Where does the string "halo" appear in the records? Copy each line that holds it.

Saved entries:
BEGIN

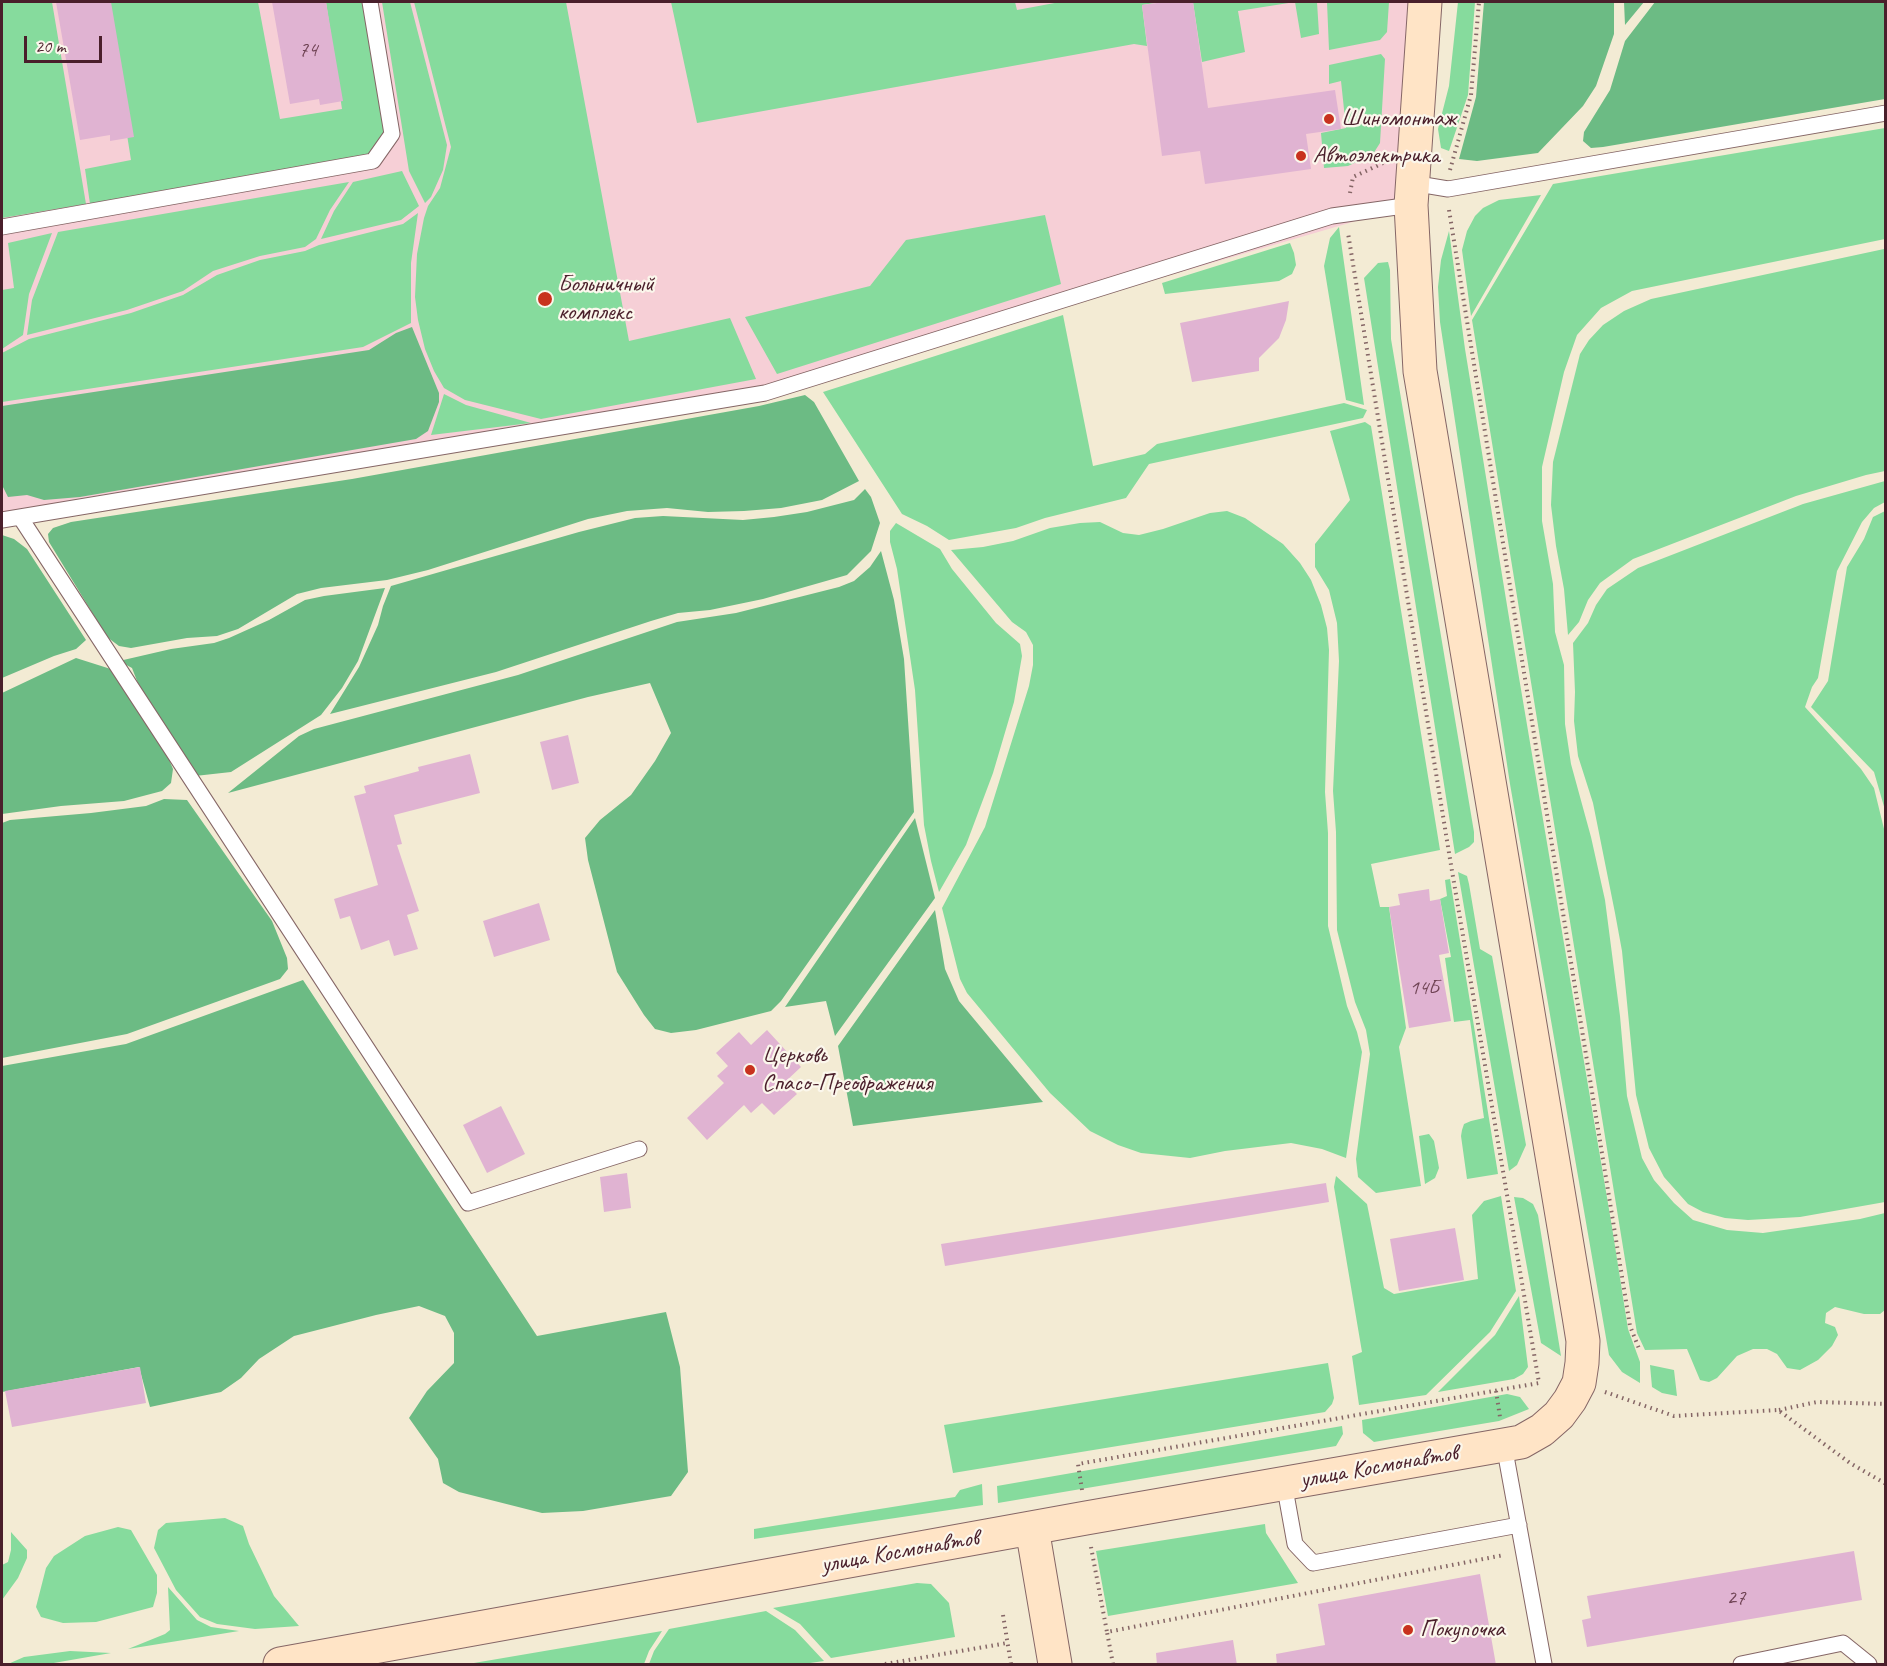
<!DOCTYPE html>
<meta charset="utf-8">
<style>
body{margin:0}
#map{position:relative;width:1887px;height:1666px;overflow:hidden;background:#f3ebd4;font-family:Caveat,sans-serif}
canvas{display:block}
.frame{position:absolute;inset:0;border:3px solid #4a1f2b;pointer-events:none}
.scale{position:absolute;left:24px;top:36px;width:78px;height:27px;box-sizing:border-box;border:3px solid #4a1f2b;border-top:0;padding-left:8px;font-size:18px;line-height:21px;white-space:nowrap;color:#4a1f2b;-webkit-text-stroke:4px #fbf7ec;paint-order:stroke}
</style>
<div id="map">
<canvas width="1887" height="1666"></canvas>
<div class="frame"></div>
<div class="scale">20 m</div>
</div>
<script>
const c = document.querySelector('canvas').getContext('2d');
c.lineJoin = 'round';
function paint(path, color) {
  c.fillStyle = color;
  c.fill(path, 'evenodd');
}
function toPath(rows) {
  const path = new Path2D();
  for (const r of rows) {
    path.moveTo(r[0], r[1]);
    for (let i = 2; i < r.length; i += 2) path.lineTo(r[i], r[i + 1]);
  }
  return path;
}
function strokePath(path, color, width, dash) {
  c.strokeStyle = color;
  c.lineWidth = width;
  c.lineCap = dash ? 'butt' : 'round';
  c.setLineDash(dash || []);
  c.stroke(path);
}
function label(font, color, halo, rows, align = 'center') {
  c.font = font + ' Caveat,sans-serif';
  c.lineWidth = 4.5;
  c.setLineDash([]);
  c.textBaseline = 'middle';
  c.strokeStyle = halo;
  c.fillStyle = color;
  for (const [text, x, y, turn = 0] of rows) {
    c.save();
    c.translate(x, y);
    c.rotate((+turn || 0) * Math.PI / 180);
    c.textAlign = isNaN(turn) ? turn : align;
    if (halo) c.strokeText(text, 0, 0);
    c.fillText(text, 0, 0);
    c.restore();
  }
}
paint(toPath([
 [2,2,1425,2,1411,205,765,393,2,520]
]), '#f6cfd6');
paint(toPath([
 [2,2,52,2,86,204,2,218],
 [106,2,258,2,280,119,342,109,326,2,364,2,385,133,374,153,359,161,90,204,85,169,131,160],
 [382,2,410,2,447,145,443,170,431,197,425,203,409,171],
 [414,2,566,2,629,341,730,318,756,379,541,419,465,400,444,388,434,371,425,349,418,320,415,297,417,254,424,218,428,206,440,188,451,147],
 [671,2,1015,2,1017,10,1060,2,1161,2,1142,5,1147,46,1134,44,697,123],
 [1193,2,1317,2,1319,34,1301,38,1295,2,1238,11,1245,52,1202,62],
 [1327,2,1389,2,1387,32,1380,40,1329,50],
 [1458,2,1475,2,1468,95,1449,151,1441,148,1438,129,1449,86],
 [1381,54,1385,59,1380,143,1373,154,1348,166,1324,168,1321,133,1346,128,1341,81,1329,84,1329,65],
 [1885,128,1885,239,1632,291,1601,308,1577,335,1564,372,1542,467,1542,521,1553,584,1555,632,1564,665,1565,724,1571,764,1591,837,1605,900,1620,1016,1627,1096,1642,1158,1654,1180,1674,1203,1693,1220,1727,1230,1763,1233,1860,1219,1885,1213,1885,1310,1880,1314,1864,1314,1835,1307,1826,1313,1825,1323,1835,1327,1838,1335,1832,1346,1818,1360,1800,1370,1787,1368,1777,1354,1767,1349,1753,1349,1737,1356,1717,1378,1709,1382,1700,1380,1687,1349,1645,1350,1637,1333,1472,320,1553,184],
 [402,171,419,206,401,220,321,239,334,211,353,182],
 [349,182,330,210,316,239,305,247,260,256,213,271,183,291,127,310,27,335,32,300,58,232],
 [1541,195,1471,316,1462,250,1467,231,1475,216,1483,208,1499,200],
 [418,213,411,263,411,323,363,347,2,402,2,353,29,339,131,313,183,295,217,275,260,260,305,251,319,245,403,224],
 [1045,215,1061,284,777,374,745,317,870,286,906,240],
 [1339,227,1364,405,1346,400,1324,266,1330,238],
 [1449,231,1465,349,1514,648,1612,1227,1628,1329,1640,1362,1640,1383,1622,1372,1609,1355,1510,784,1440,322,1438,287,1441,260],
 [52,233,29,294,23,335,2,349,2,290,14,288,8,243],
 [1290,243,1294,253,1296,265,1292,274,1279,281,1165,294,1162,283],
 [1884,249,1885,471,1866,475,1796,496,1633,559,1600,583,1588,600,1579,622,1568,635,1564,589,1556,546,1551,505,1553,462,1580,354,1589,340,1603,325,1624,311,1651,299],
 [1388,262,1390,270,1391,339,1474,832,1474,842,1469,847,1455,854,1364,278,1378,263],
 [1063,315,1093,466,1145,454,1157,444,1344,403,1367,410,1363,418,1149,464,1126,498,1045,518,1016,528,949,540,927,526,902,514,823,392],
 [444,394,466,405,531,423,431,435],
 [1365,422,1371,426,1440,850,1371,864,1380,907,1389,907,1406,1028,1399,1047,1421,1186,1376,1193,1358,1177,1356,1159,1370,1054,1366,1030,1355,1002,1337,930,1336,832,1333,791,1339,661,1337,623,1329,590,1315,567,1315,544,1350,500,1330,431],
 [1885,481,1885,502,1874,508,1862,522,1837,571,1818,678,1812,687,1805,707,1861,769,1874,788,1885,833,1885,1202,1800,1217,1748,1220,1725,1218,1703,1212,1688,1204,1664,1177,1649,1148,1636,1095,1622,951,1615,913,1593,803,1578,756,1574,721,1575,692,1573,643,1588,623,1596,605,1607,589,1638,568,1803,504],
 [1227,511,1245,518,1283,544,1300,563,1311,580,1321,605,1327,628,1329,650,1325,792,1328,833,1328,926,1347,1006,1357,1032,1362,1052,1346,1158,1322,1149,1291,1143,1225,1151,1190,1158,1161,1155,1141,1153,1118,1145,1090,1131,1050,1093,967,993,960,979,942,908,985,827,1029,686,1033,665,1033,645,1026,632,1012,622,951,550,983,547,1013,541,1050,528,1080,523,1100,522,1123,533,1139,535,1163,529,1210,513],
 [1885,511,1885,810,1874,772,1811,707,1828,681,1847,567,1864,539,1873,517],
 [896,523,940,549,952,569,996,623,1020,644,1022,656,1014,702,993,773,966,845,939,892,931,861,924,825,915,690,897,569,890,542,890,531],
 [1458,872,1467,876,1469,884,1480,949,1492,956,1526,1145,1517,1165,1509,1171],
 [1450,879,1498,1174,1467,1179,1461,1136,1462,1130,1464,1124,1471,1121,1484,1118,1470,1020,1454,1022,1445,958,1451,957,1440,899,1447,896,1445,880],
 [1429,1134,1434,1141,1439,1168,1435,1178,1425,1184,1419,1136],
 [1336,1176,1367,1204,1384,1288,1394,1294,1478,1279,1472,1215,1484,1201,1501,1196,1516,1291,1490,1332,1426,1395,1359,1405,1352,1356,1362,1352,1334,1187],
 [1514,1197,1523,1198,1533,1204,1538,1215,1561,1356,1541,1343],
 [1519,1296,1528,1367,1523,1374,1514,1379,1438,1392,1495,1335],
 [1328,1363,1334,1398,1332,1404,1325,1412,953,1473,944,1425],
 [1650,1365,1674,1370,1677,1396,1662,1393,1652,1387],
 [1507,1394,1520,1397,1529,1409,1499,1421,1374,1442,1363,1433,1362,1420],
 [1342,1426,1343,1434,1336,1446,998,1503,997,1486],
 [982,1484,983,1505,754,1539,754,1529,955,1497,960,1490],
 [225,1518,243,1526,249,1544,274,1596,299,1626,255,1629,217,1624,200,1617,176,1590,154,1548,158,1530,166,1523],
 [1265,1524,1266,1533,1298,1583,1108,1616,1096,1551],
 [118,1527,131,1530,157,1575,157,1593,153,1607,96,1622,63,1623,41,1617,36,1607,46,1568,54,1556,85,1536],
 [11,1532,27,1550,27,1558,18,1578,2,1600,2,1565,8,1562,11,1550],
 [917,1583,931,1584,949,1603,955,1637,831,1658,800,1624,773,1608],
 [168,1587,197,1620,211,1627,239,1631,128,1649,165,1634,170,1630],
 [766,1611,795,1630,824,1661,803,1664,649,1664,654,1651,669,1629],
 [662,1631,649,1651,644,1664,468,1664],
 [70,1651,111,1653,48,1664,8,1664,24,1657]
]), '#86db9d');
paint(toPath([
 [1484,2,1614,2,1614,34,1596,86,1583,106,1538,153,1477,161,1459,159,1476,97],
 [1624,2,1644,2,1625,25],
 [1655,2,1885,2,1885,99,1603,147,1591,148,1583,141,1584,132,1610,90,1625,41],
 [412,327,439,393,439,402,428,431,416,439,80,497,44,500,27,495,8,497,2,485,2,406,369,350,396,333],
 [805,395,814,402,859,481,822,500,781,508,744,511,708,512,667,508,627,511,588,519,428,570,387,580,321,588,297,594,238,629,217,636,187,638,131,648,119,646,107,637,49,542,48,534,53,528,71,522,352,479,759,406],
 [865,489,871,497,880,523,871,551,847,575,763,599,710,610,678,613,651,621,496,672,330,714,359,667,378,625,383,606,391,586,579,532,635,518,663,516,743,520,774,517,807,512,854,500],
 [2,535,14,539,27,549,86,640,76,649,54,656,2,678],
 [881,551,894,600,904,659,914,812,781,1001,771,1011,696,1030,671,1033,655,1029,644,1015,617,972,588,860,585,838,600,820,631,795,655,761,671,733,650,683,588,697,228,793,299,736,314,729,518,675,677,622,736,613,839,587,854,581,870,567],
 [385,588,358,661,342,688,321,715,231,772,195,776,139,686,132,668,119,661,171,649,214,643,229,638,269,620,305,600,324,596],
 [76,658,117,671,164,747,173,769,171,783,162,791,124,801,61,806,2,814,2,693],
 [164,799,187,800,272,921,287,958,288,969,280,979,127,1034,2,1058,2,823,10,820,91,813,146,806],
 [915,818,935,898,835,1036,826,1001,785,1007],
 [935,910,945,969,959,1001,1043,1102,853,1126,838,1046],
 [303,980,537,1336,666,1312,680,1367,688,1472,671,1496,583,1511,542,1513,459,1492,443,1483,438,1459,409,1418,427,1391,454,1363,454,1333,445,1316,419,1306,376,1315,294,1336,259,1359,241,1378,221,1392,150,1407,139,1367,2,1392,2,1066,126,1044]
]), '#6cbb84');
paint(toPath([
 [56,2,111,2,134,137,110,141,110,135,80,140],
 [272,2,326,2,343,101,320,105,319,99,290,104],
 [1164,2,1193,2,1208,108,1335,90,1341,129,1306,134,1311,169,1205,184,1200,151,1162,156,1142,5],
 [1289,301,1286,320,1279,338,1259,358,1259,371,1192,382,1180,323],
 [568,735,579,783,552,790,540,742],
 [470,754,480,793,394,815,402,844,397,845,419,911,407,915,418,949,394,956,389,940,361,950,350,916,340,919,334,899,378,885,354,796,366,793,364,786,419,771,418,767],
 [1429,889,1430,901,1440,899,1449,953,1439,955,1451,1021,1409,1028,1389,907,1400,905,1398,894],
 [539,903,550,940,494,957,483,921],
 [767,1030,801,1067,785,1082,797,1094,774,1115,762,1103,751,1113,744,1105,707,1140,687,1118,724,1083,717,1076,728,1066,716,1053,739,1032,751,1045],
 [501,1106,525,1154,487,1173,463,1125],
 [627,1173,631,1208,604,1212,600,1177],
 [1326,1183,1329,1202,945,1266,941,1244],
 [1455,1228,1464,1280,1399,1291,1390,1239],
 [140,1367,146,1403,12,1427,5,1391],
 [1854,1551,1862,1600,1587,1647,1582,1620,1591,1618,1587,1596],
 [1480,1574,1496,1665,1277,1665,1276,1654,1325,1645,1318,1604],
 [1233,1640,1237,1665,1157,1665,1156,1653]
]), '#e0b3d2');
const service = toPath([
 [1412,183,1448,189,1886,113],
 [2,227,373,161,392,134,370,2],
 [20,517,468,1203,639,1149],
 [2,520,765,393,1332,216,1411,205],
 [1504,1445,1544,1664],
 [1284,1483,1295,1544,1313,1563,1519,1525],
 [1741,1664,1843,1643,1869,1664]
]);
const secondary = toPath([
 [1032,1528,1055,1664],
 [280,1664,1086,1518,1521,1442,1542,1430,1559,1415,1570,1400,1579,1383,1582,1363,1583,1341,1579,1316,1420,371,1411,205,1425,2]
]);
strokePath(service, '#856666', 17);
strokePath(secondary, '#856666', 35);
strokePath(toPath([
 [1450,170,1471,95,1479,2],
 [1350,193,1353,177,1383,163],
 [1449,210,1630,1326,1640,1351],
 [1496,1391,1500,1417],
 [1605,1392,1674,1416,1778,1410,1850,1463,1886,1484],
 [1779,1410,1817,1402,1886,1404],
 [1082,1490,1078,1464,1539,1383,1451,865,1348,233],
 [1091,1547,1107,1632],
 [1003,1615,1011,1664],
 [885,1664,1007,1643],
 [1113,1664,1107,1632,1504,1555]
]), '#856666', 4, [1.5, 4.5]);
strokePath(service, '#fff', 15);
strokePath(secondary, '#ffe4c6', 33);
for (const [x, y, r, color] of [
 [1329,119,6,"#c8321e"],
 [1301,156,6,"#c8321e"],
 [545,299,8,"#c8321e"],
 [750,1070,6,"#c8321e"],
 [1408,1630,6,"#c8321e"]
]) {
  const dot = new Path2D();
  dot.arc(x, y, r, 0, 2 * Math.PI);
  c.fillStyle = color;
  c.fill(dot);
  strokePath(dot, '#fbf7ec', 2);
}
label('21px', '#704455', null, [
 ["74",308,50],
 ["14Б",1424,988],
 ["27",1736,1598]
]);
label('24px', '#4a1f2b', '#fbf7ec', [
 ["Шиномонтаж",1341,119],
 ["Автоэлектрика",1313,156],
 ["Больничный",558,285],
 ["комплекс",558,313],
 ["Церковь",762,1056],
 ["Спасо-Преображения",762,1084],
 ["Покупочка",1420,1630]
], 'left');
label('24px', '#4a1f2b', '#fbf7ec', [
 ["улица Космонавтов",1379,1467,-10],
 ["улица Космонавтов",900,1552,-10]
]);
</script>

END

_Answer to the exercise_
function label(font, color, halo, rows, align = 'center') {
  c.strokeStyle = halo;
    if (halo) c.strokeText(text, 0, 0);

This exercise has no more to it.